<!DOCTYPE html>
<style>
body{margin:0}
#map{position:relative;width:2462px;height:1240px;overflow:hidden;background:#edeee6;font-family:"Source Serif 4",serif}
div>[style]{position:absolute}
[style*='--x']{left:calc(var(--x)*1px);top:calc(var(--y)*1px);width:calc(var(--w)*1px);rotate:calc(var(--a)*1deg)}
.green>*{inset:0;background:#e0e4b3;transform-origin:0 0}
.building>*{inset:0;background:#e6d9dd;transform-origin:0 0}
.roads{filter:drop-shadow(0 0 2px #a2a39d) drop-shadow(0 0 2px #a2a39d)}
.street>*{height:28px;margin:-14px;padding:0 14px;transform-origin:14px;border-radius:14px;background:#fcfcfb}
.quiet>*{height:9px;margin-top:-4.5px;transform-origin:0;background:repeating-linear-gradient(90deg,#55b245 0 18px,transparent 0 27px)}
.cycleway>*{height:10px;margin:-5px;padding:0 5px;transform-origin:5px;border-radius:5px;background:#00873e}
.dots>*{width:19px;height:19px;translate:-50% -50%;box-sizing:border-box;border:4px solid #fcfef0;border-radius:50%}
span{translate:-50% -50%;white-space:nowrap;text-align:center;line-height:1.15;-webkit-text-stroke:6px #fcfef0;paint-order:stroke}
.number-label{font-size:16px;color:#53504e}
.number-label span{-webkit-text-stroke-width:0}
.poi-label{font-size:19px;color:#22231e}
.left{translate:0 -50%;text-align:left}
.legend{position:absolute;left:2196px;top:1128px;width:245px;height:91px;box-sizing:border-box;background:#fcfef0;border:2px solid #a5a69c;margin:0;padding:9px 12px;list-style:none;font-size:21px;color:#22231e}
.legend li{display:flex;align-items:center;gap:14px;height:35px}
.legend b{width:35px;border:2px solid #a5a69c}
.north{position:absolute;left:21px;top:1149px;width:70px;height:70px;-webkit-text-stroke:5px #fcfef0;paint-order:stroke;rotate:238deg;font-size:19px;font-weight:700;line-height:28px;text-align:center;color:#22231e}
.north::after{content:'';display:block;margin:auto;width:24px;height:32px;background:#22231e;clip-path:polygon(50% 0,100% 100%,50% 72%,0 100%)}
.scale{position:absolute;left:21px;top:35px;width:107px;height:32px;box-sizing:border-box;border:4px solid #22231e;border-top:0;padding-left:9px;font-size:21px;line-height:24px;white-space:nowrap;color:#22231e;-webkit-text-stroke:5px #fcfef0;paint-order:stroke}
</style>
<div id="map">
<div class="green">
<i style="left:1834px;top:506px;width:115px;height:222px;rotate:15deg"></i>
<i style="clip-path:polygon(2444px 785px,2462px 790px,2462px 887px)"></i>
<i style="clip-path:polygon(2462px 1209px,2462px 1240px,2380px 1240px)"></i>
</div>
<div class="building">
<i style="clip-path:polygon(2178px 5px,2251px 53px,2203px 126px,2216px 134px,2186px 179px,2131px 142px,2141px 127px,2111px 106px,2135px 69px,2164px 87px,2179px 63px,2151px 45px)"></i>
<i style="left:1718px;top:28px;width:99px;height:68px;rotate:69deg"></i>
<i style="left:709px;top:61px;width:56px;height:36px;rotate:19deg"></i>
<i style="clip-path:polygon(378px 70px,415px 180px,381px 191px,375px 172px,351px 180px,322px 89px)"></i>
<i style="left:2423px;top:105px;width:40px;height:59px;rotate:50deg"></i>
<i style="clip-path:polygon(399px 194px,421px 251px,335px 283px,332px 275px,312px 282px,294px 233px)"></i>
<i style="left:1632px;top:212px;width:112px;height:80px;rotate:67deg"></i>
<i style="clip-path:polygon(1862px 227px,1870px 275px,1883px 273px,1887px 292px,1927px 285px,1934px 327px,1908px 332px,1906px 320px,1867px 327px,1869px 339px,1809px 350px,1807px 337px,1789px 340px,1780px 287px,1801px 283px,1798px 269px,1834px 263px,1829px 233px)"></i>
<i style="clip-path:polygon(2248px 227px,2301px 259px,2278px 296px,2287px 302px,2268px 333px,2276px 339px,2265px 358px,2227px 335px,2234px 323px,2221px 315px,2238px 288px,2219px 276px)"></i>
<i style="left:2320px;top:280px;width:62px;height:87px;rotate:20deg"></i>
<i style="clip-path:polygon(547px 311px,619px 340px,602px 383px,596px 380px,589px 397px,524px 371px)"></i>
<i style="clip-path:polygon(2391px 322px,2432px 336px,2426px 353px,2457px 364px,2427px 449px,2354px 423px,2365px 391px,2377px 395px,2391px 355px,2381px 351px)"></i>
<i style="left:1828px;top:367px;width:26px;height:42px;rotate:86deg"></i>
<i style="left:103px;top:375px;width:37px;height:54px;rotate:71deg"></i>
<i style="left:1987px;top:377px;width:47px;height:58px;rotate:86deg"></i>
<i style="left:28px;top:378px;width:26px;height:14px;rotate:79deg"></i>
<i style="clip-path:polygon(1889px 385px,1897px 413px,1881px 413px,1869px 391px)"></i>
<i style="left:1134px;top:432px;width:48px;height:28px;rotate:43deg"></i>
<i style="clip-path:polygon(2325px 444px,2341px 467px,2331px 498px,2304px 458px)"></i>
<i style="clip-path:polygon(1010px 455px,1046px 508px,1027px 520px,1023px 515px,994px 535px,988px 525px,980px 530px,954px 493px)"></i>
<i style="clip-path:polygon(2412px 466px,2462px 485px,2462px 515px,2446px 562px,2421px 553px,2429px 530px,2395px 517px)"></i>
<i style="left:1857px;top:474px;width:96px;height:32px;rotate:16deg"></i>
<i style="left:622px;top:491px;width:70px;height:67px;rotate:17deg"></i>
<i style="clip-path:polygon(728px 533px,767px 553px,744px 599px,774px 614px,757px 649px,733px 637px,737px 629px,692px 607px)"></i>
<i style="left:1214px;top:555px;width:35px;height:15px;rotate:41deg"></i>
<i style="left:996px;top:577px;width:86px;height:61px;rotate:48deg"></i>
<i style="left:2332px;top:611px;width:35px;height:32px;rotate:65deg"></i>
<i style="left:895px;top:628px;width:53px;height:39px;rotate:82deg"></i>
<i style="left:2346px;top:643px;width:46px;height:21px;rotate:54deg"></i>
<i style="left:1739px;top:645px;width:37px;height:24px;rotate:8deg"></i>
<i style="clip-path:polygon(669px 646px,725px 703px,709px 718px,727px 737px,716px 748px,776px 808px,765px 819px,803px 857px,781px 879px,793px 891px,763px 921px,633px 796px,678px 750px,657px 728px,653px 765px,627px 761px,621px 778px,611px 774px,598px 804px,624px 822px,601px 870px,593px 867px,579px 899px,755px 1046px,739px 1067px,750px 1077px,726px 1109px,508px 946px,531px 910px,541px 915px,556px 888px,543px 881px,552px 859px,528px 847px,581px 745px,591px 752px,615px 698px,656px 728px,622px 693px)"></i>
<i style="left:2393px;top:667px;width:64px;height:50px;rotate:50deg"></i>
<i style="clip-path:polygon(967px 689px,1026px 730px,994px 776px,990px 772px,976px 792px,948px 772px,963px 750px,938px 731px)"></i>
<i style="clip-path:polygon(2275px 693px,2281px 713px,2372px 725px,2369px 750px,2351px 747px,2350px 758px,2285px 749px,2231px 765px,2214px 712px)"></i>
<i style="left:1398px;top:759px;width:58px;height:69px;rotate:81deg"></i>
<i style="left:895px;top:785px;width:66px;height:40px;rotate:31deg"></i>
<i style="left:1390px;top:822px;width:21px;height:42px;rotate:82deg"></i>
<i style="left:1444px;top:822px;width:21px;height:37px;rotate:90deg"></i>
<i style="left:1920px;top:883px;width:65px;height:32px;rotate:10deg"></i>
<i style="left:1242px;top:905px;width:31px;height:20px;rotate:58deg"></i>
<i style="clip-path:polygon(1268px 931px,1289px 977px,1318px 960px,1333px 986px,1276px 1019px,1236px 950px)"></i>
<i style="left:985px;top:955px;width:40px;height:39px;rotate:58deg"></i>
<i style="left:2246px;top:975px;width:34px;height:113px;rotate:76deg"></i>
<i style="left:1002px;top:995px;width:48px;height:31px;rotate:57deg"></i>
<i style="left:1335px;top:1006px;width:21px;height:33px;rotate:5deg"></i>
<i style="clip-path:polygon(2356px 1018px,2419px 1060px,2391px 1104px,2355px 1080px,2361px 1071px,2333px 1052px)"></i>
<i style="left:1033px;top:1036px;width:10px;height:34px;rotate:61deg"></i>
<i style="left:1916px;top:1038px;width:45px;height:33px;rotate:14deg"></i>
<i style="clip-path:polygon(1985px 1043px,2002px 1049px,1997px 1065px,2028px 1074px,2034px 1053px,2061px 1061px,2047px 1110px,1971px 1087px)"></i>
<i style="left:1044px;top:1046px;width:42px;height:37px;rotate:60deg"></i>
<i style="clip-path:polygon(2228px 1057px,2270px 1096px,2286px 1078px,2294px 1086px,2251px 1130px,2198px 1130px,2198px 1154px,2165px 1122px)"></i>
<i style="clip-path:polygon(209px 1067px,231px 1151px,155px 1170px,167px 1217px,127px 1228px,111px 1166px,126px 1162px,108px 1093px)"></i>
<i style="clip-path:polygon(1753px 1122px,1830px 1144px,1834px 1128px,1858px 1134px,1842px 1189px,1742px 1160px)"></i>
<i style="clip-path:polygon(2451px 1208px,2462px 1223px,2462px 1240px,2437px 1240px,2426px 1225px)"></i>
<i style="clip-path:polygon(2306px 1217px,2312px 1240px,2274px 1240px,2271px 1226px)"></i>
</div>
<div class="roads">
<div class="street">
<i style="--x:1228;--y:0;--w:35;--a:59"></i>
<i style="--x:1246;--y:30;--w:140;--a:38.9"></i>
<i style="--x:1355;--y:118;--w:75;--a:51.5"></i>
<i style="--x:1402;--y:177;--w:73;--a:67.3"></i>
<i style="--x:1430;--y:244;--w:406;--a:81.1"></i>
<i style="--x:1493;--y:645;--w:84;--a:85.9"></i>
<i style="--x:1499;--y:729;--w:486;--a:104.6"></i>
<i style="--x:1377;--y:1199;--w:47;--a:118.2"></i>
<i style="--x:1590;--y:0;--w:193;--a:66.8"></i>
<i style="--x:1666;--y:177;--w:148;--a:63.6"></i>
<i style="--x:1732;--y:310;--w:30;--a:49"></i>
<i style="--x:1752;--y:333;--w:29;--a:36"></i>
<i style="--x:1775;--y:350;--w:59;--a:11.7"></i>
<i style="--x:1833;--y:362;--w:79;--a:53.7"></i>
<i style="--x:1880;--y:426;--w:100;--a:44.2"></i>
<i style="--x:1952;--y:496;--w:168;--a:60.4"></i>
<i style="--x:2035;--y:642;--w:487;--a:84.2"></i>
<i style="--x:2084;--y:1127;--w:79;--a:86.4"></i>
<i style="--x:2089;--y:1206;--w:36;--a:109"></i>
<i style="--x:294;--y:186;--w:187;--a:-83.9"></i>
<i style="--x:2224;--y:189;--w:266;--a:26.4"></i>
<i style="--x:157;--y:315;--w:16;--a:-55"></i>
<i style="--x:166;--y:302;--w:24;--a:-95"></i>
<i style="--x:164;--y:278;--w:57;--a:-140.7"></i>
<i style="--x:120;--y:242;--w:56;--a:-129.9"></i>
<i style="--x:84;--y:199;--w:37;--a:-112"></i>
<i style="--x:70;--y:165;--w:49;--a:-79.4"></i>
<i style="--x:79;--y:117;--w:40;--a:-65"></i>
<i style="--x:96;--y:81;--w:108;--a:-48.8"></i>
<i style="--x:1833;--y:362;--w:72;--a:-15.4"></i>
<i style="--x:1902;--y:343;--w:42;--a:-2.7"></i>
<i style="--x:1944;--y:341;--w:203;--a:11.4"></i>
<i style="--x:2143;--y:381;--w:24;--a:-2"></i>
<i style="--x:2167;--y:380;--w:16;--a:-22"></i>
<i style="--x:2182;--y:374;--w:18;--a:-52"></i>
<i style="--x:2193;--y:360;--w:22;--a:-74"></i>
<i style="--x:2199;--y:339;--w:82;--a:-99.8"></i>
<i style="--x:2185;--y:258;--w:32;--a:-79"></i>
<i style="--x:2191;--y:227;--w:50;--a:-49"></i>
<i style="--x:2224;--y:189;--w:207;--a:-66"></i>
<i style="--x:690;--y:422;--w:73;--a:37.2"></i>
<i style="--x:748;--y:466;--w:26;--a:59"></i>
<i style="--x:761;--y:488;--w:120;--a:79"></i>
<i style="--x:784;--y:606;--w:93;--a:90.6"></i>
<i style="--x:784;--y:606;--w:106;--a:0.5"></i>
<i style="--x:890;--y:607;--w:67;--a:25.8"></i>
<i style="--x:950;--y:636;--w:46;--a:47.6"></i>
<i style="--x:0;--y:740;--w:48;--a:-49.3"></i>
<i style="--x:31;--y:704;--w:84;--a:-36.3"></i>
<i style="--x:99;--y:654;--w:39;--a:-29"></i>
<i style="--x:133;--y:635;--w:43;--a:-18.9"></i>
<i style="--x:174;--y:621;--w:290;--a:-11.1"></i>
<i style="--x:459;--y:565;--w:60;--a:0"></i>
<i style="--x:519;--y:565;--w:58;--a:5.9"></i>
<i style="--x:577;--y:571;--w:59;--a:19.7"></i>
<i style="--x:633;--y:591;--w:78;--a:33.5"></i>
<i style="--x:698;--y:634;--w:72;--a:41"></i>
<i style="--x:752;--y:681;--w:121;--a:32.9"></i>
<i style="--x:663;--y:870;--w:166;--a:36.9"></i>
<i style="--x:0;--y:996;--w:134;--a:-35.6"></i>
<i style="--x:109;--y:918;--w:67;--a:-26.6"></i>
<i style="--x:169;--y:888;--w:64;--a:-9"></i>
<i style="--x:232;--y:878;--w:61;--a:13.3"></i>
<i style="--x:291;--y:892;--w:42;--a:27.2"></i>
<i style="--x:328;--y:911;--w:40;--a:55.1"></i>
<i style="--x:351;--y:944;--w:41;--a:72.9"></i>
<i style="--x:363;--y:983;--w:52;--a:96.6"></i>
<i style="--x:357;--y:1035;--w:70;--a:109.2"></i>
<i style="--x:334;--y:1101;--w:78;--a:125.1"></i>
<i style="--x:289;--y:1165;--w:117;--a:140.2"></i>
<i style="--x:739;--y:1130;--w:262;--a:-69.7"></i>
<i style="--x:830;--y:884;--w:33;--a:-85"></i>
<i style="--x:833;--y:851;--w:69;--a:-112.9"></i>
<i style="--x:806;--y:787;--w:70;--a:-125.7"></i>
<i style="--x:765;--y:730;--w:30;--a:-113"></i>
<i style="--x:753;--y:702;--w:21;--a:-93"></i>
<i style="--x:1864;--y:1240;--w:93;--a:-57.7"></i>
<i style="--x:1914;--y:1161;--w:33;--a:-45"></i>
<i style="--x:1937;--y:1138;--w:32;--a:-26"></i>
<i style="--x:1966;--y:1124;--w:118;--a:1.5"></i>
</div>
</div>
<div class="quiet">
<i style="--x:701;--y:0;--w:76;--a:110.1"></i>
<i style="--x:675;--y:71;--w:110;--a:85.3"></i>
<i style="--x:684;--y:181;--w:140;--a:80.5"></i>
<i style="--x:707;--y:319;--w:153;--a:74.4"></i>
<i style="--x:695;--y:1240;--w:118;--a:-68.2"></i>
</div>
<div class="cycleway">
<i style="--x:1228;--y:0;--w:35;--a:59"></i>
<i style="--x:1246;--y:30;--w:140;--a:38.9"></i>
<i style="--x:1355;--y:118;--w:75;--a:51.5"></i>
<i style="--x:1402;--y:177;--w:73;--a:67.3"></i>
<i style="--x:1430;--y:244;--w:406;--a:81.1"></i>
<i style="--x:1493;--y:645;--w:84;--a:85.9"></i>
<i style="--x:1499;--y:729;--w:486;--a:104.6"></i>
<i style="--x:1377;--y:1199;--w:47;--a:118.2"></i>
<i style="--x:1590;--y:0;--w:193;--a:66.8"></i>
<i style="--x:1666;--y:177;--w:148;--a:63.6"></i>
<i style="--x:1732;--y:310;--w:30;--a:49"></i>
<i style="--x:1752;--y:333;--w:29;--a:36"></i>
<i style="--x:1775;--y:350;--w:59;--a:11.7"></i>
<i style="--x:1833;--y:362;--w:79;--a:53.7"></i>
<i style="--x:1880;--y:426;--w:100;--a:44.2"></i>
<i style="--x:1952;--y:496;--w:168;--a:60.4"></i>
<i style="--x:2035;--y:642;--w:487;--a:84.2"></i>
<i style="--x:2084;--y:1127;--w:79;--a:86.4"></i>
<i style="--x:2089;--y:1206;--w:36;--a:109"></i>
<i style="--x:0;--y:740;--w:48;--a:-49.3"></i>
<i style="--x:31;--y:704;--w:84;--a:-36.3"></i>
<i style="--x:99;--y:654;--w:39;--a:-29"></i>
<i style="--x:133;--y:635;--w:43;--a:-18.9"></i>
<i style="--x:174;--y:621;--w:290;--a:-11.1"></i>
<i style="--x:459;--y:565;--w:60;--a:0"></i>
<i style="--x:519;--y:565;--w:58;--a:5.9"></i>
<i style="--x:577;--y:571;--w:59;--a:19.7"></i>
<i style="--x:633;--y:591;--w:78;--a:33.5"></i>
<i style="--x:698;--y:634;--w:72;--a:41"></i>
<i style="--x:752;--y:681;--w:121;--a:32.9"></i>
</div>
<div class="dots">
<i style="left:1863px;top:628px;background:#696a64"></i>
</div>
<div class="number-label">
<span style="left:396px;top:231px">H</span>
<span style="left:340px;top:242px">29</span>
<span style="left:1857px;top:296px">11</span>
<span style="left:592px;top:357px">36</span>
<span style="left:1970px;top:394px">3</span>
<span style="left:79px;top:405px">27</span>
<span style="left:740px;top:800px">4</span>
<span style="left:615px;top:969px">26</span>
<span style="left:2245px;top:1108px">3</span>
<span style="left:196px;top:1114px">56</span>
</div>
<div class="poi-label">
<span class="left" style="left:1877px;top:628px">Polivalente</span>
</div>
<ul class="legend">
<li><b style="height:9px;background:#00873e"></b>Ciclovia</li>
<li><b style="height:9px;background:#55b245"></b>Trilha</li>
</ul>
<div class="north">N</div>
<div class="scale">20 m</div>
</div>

····················

- **WHAT IS REQUIRED**
Filter the entries by the string "green" and copy each matching line.

- **ANSWER SPACE**
.green>*{inset:0;background:#e0e4b3;transform-origin:0 0}
<div class="green">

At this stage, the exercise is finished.